AVAILABLE DATA:
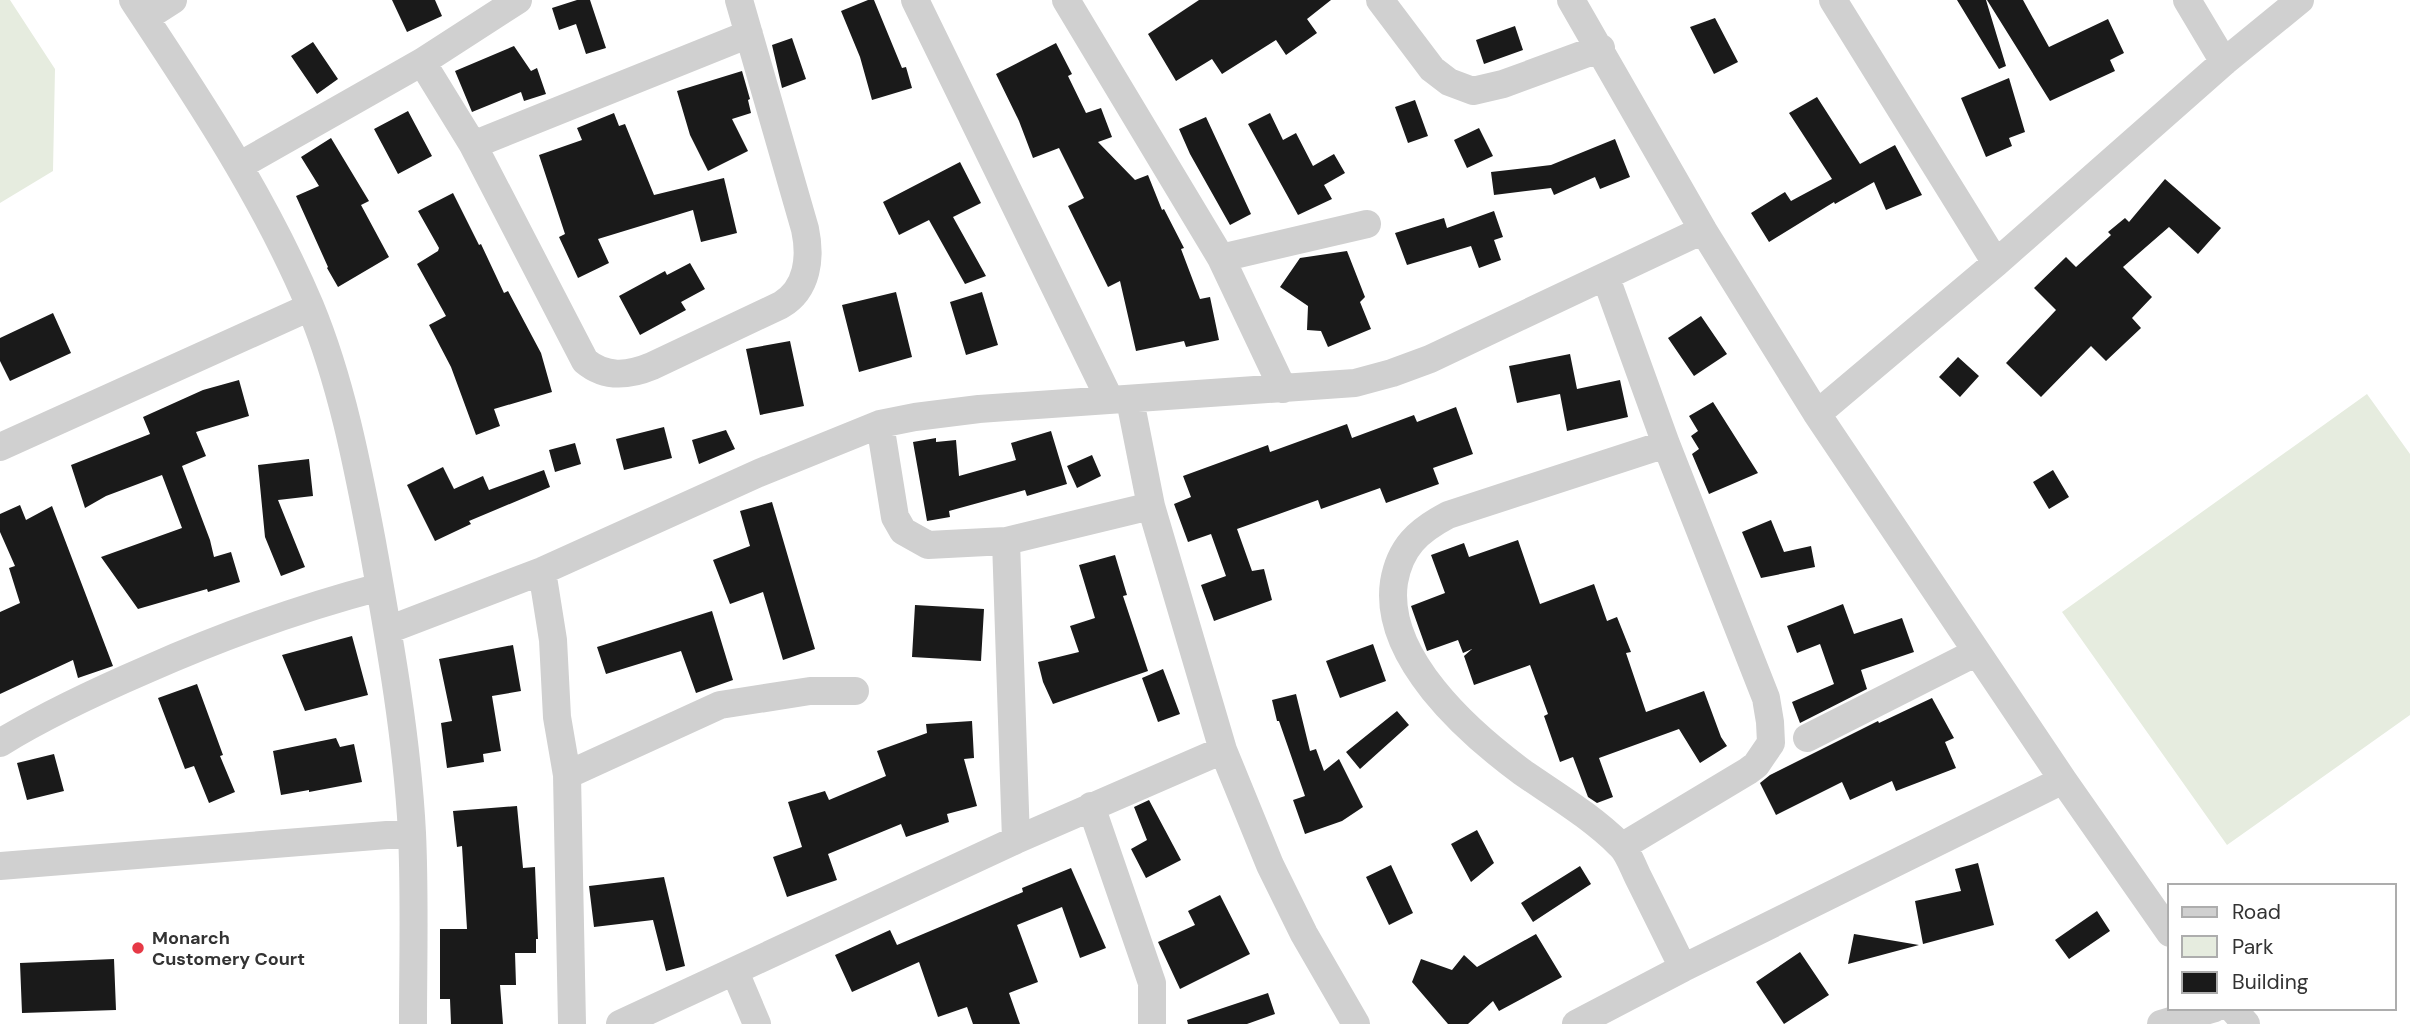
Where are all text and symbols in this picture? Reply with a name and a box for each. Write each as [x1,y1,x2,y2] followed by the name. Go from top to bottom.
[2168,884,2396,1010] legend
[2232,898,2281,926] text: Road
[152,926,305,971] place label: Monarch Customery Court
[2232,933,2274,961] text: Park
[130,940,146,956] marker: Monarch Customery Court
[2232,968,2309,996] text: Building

TASK PROMPT: Pictures aside, reproduce the listing above exactly.

OUTPUT FOR THIS EXERCISE:
Where are all text and symbols in this picture? Reply with a name and a box for each. Write each as [x1,y1,x2,y2] followed by the name. Go from top to bottom.
[2168,884,2396,1010] legend
[2232,898,2281,926] text: Road
[152,926,305,971] place label: Monarch Customery Court
[2232,933,2274,961] text: Park
[130,940,146,956] marker: Monarch Customery Court
[2232,968,2309,996] text: Building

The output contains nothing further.